The Honoraries: Jean-Claude Carrière, Part 2
Wednesday, November 5, 2014 at 4:00PM
Tim Brayton in Daniel Day Lewis, Honorary Oscars, Jean-Claude Carrière, Juliette Binoche, Lena Olin, Oscars (14), Screenplays, The Unbearable Lightness of Being

Our 2014 Honorary Oscar tribute series continues with a two-part look at the long fascinating career of Jean-Claude Carrière. Here's Tim with Part Two.

Yesterday, Amir did a wonderful job of introducing us to the supremely gifted and abnormally prolific Jean-Claude Carrière, focusing on his iconic collaboration with Luis Buñuel. As important as that work was for both men, it tells only a fraction of the tale. With nearly a hundred screenplays to his credit in a career that’s still holding steady, 54 years on, it’s simply not possible to reduce the full scope of Carrière’s contribution to cinema to his work just one collaborator.

And so we now turn to Carrière's writing in the years following Buñuel’s death.
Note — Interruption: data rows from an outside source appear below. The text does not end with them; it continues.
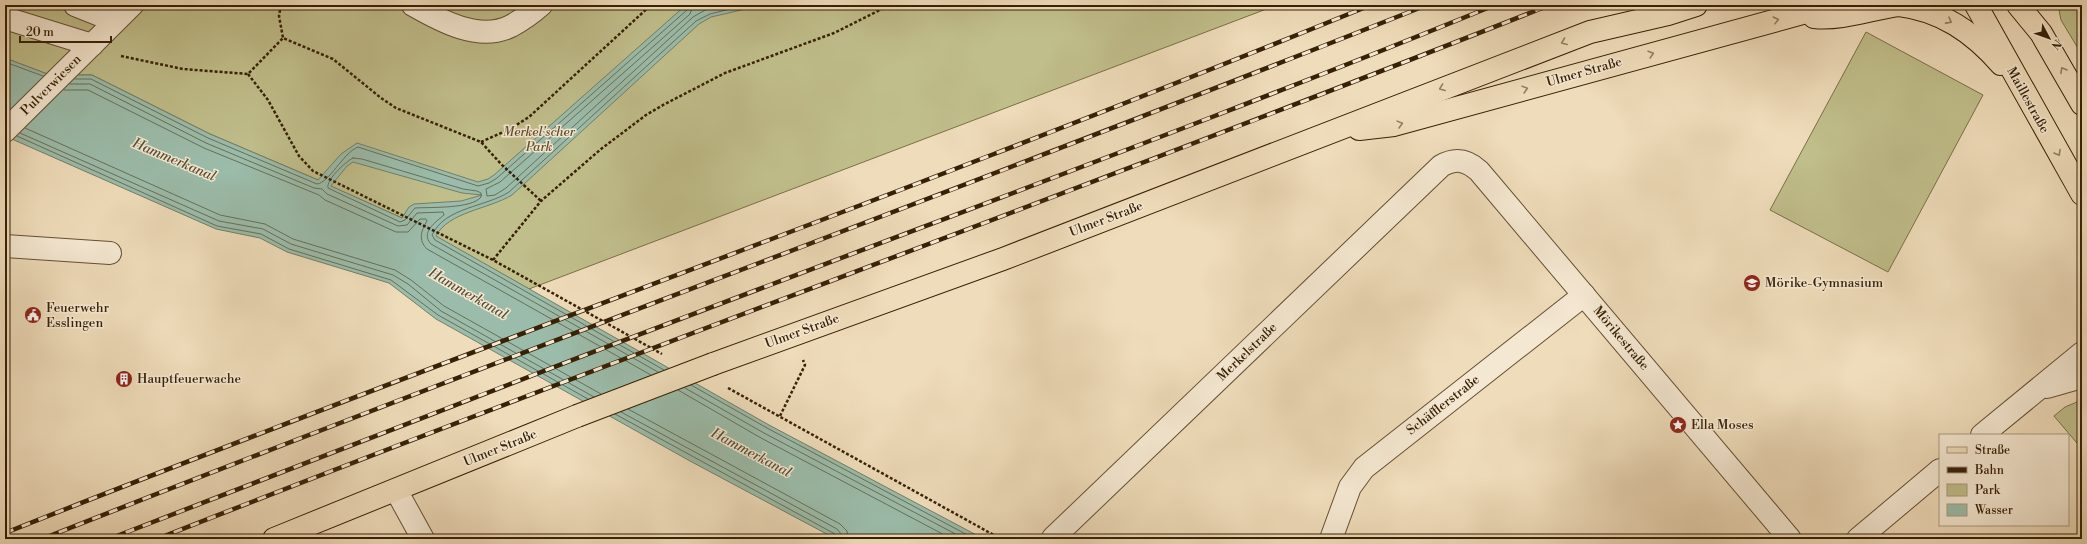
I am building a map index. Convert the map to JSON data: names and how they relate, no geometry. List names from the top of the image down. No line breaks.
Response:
{"streets":{"main road":["Ulmer Straße","Maillestraße"],"street":["Pulverwiesen","Mörikestraße","Merkelstraße","Schäfflerstraße"]},"crossings":[["Mörikestraße","Merkelstraße"],["Mörikestraße","Schäfflerstraße"]],"water":["Hammerkanal"],"parks":["Merkel'scher Park"],"places":{"school or university":["Mörike-Gymnasium"],"public building":["Feuerwehr Esslingen"],"building":["Hauptfeuerwache"],"place":["Ella Moses"]},"legend":["Straße","Bahn","Park","Wasser"],"scale_bar":"20 m","north":"bottom right"}
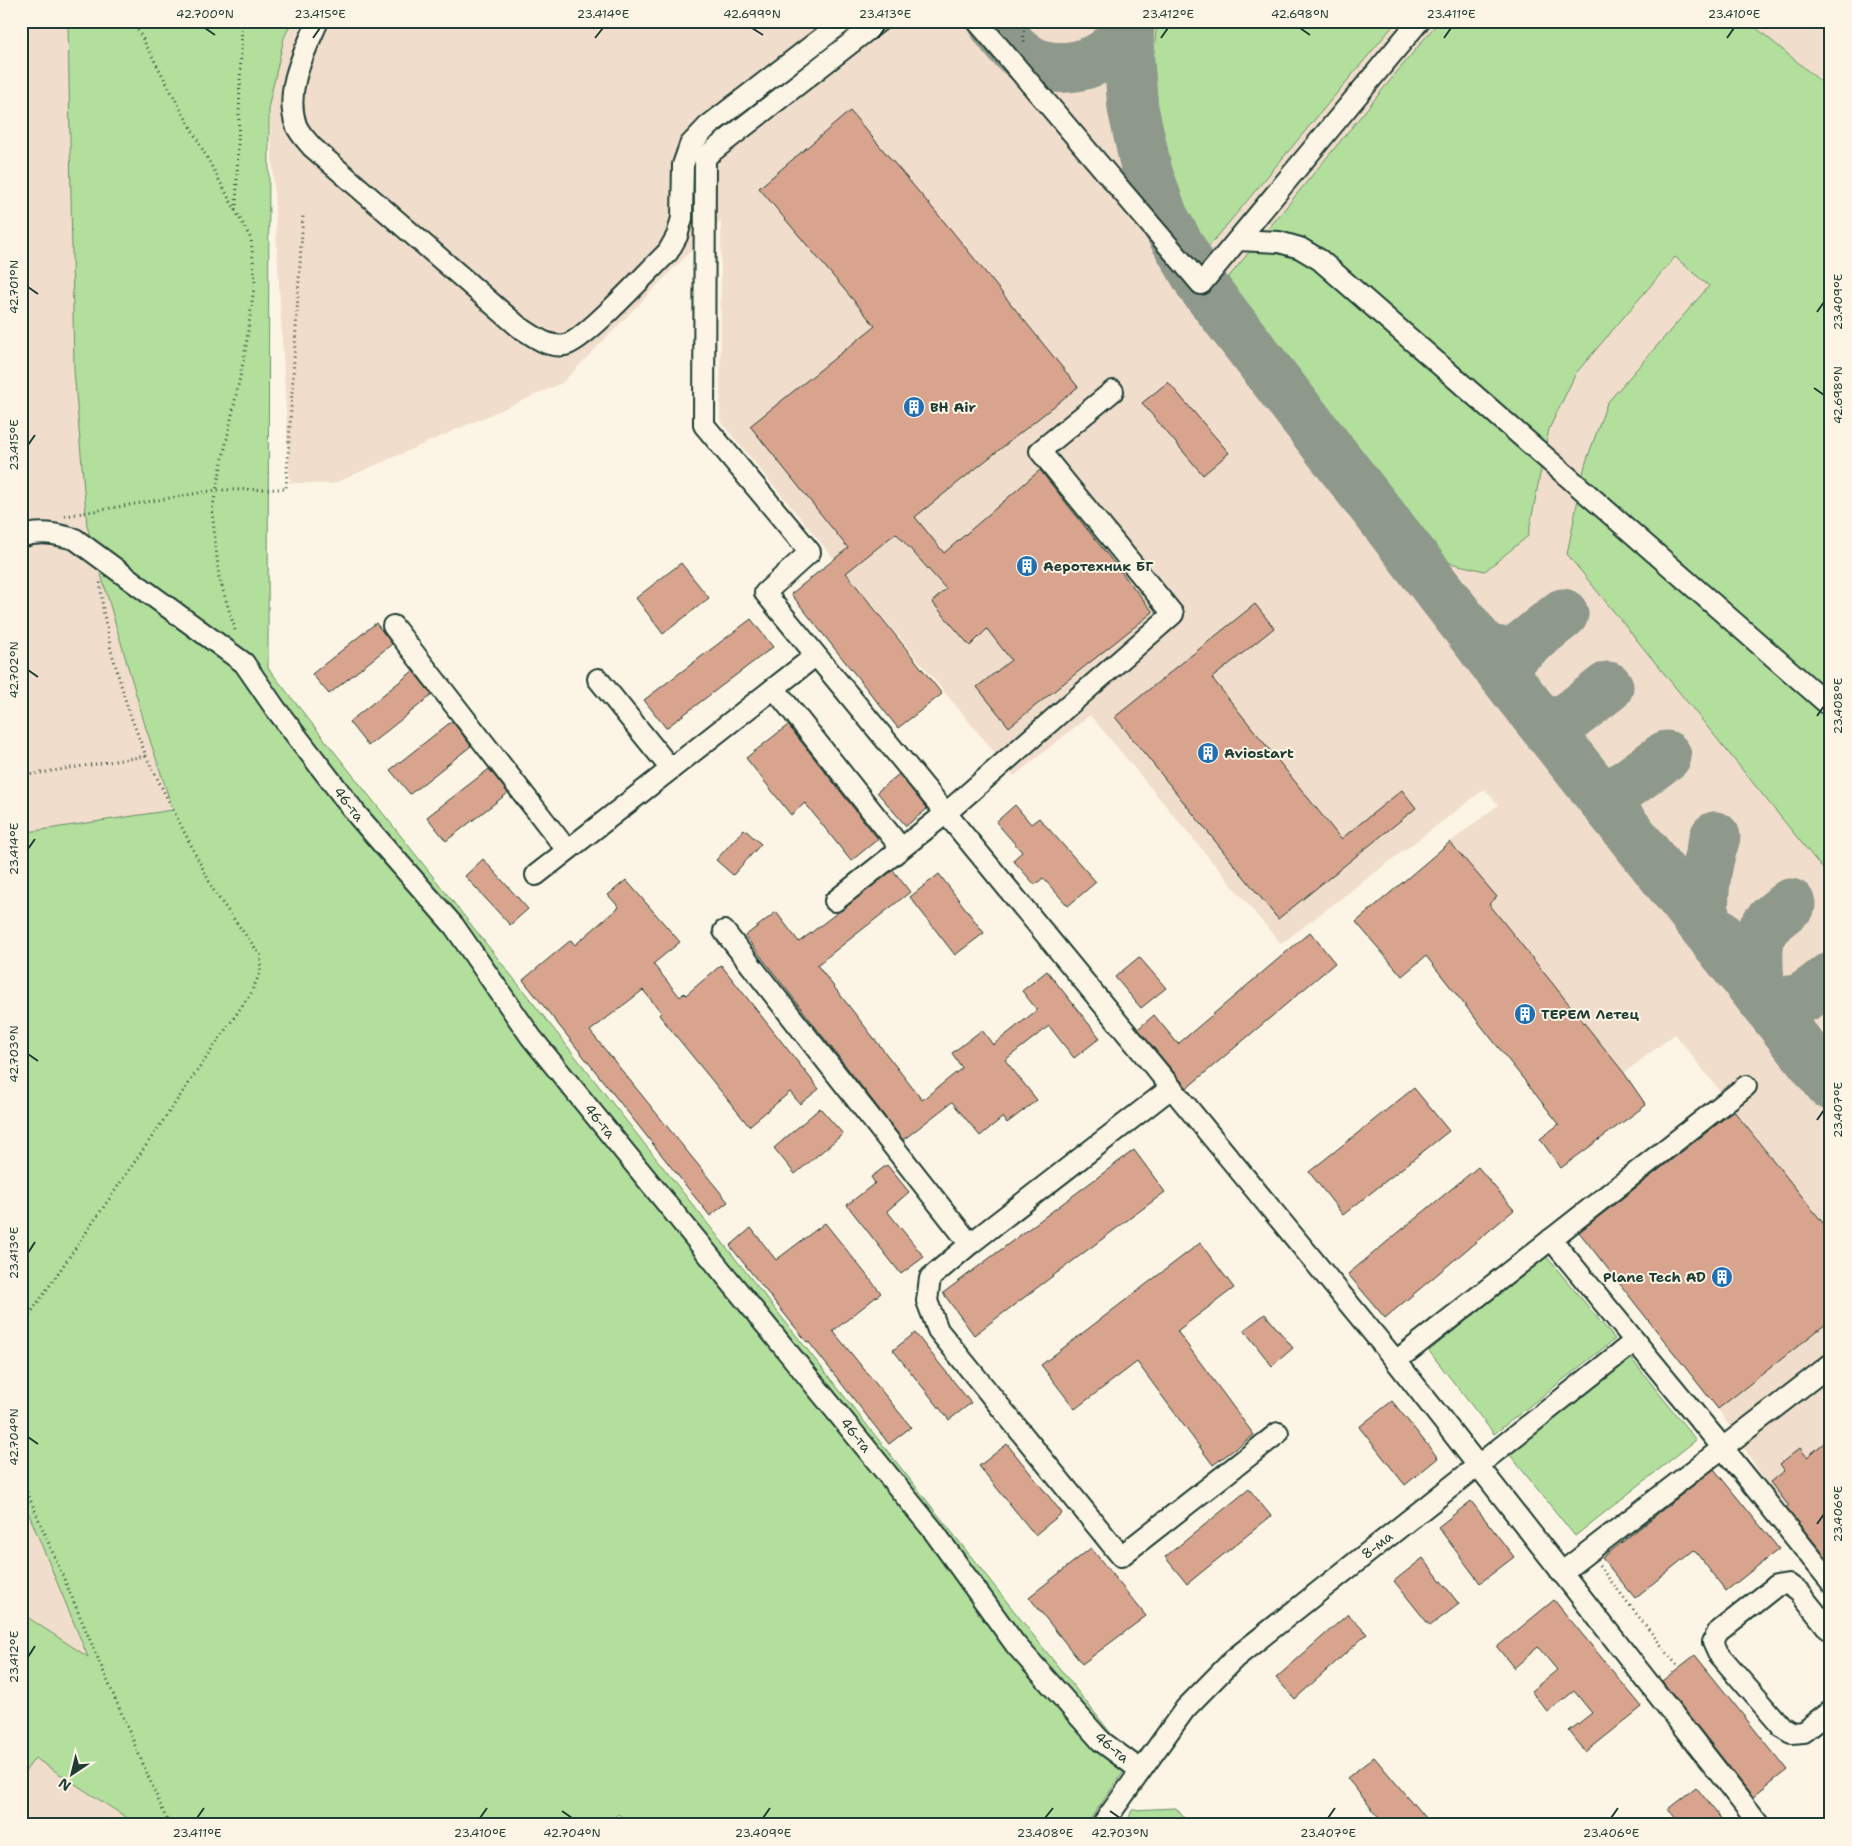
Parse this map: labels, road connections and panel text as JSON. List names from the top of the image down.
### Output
{
  "streets": {
    "street": ["46-та", "8-ма"]
  },
  "crossings": [
    ["46-та", "8-ма"]
  ],
  "places": {
    "building": [
      "BH Air",
      "Аеротехник БГ",
      "Aviostart",
      "ТЕРЕМ Летец",
      "Plane Tech AD"
    ]
  },
  "north": "bottom left",
  "coordinates": [
    "42.700°N",
    "23.415°E",
    "23.414°E",
    "42.699°N",
    "23.413°E",
    "23.412°E",
    "42.698°N",
    "23.411°E",
    "23.410°E",
    "42.701°N",
    "23.409°E",
    "42.702°N",
    "23.408°E",
    "42.703°N",
    "23.407°E",
    "42.704°N",
    "23.406°E"
  ]
}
Given the transgressive, ultra-modern nature of their films together, it’s perhaps a bit surprising that Carrière’s output from the ‘80s to the present would be dominated by prestigious literary adaptations and costume dramas - what could possibly be less transgressive than that? But just as Belle du jour is nothing like the usual late-‘60s erotic drama, so are Carrière’s late-career period pieces only superficially akin to awards-bating fluff. 1979’s The Tin Drum, which he adapted alongside director Volker Schlöndorff and Franz Seitz, is one of the nerviest films about the psychology of Nazi-era Germany ever filmed. In the scenario he provided for Andrzej Wajda’s 1983 French Revolution film Danton, he built a foundation for an angry, vivid drama about the corruption of politics. These are confrontational films, even upsetting.

As the years progressed, Carrière perhaps mellowed, enough to pick up one final Oscar nomination for 1988’s The Unbearable Lightness of Being, which he shared with that film’s director, Philip Kaufman. Although even here, “mellowing” is a relative term.

(The Unbearable Lightiness of Being, Birth, and Valmont after the jump)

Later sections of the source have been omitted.